_How to complete this task_
Restate the entries below in full, exactly as they read, but without pictures.

Records drawn from a dataset:
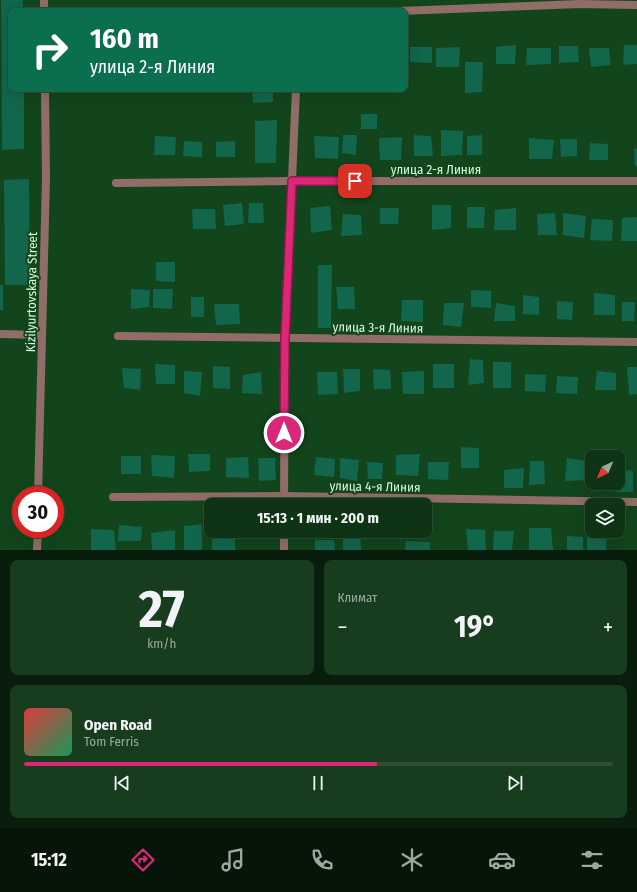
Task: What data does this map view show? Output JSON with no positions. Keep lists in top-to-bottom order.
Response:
{
  "streets": {
    "street": [
      "улица 2-я Линия",
      "Kizilyurtovskaya Street",
      "улица 3-я Линия",
      "улица 4-я Линия"
    ]
  },
  "north": "bottom left",
  "page": {
    "turn": ["160 m", "улица 2-я Линия"],
    "limit": "30",
    "trip": "15:13 · 1 мин · 200 m",
    "tile": [
      ["27", "km/h"],
      "Климат"
    ],
    "heat": ["−", "19°", "+"],
    "song": ["Open Road", "Tom Ferris"],
    "tabs": "15:12"
  }
}
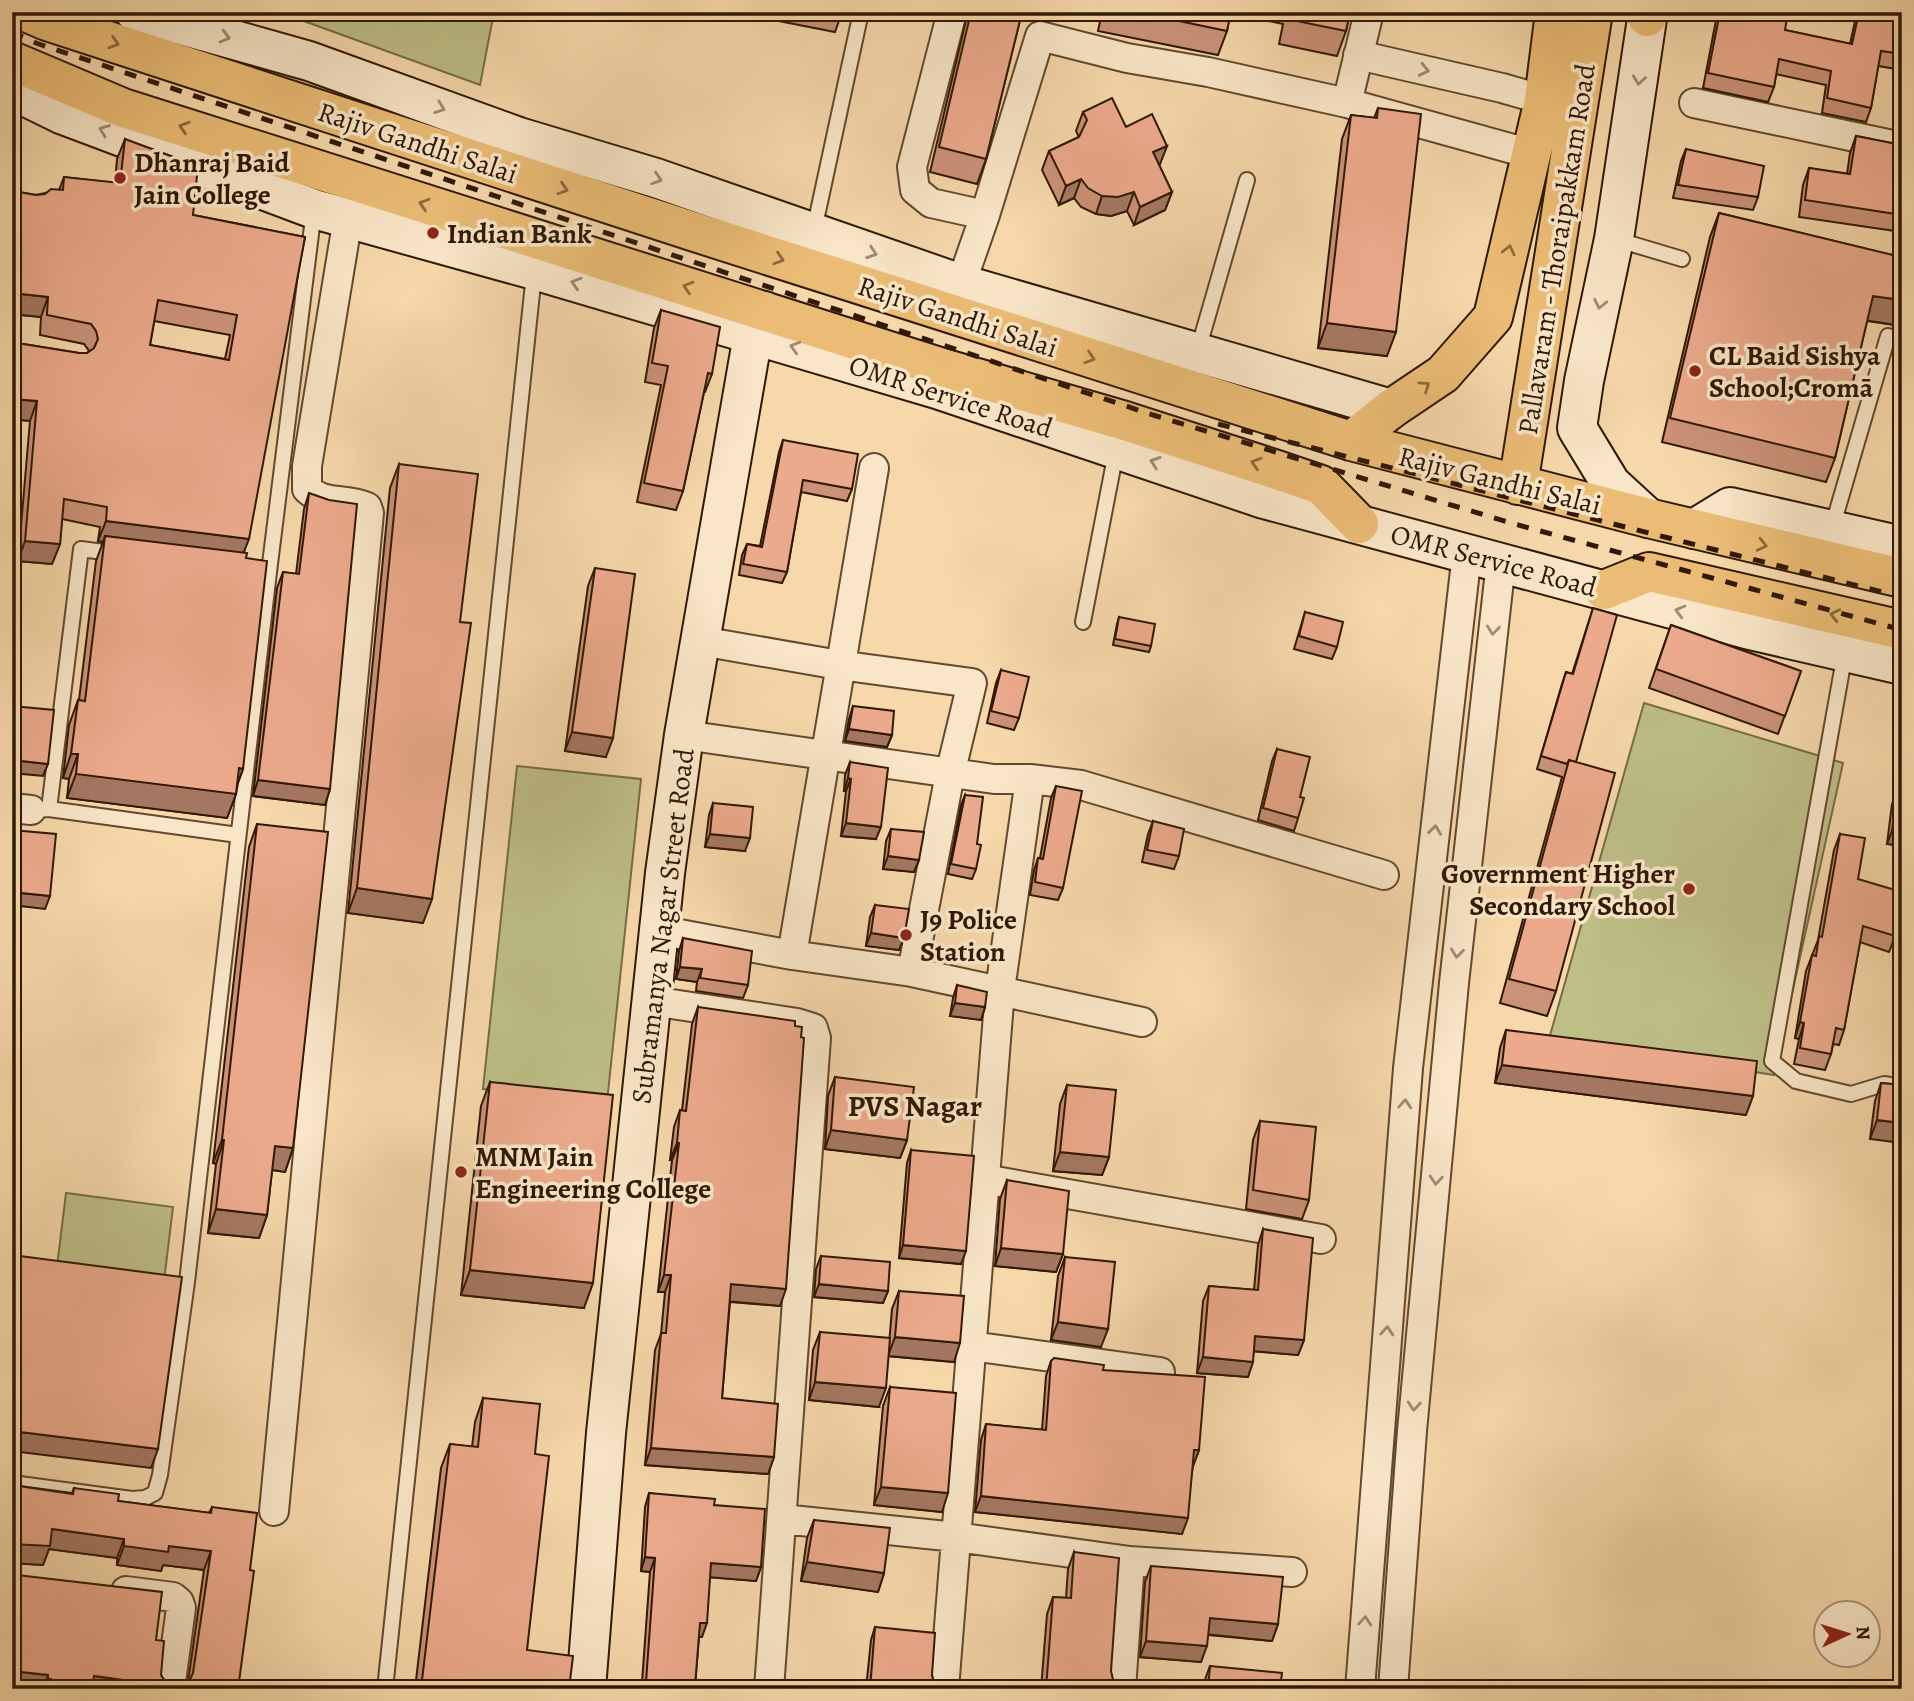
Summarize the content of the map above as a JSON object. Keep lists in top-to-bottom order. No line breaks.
{"streets":{"main road":["Rajiv Gandhi Salai","Pallavaram - Thoraipakkam Road"],"street":["OMR Service Road","Subramanya Nagar Street Road"]},"crossings":[["Rajiv Gandhi Salai","Pallavaram - Thoraipakkam Road"],["Rajiv Gandhi Salai","OMR Service Road"],["Rajiv Gandhi Salai","Subramanya Nagar Street Road"],["OMR Service Road","Subramanya Nagar Street Road"]],"districts":["PVS Nagar"],"places":["Dhanraj Baid Jain College","Indian Bank","CL Baid Sishya School;Cromā","Government Higher Secondary School","J9 Police Station","MNM Jain Engineering College"],"north":"right"}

_Solution for this problem_
Task: What data does this map view show? Output JSON with no positions. Keep lists in top-to-bottom order.
Response:
{
  "streets": {
    "street": [
      "улица 2-я Линия",
      "Kizilyurtovskaya Street",
      "улица 3-я Линия",
      "улица 4-я Линия"
    ]
  },
  "north": "bottom left",
  "page": {
    "turn": ["160 m", "улица 2-я Линия"],
    "limit": "30",
    "trip": "15:13 · 1 мин · 200 m",
    "tile": [
      ["27", "km/h"],
      "Климат"
    ],
    "heat": ["−", "19°", "+"],
    "song": ["Open Road", "Tom Ferris"],
    "tabs": "15:12"
  }
}
Summarize the content of the map above as a JSON object. Keep lists in top-to-bottom order. No line breaks.
{"streets":{"main road":["Rajiv Gandhi Salai","Pallavaram - Thoraipakkam Road"],"street":["OMR Service Road","Subramanya Nagar Street Road"]},"crossings":[["Rajiv Gandhi Salai","Pallavaram - Thoraipakkam Road"],["Rajiv Gandhi Salai","OMR Service Road"],["Rajiv Gandhi Salai","Subramanya Nagar Street Road"],["OMR Service Road","Subramanya Nagar Street Road"]],"districts":["PVS Nagar"],"places":["Dhanraj Baid Jain College","Indian Bank","CL Baid Sishya School;Cromā","Government Higher Secondary School","J9 Police Station","MNM Jain Engineering College"],"north":"right"}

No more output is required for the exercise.